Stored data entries
=== Begin Enclosure ===
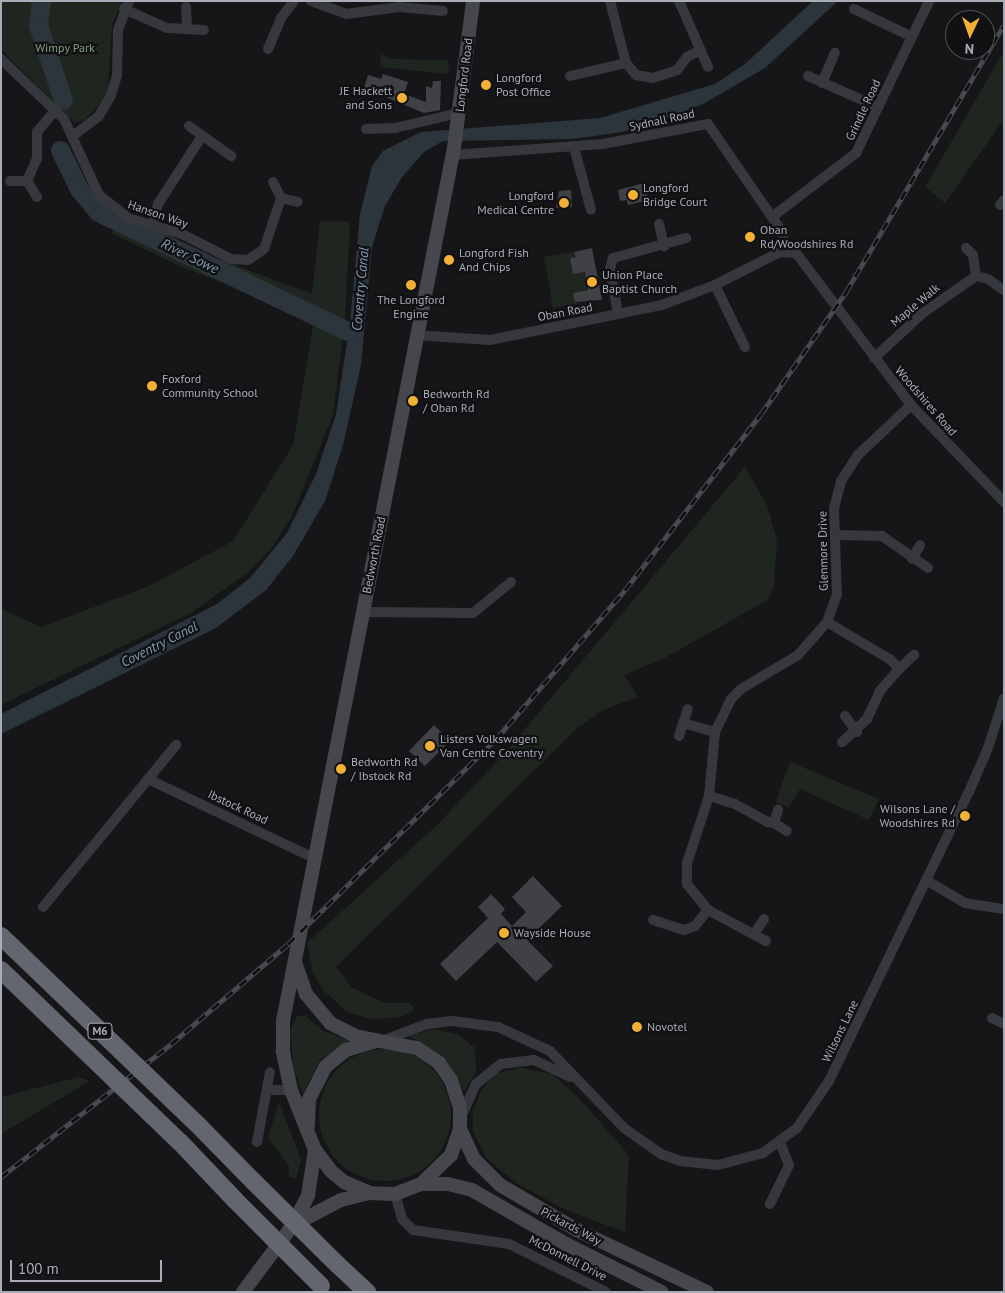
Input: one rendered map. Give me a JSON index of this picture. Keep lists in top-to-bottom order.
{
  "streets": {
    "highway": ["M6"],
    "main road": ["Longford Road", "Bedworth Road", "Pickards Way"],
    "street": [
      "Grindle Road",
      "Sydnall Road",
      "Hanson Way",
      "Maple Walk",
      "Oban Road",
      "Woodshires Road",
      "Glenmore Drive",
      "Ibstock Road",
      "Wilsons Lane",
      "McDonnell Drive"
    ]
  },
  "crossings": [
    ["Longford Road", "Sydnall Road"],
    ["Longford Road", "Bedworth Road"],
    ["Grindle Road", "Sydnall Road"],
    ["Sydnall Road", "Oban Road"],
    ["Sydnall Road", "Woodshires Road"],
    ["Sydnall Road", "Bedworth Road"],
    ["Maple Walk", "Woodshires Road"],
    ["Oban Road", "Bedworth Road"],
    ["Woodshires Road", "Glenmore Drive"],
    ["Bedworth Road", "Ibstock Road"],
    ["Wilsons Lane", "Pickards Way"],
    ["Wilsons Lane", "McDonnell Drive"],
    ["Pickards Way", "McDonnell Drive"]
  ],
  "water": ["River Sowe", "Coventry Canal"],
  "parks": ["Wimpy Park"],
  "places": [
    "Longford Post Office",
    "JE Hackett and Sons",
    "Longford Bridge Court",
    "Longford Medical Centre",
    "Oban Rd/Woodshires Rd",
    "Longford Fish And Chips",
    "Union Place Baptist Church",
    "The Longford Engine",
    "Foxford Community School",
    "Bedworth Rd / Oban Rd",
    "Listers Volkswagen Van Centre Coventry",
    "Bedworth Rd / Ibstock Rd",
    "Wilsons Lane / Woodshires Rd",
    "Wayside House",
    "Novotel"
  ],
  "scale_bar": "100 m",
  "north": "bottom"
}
=== End Enclosure ===
§ **What is expected**
Report each line of the data in which "Maple" occurs.

§ **Exercise response**
      "Maple Walk",
    ["Maple Walk", "Woodshires Road"],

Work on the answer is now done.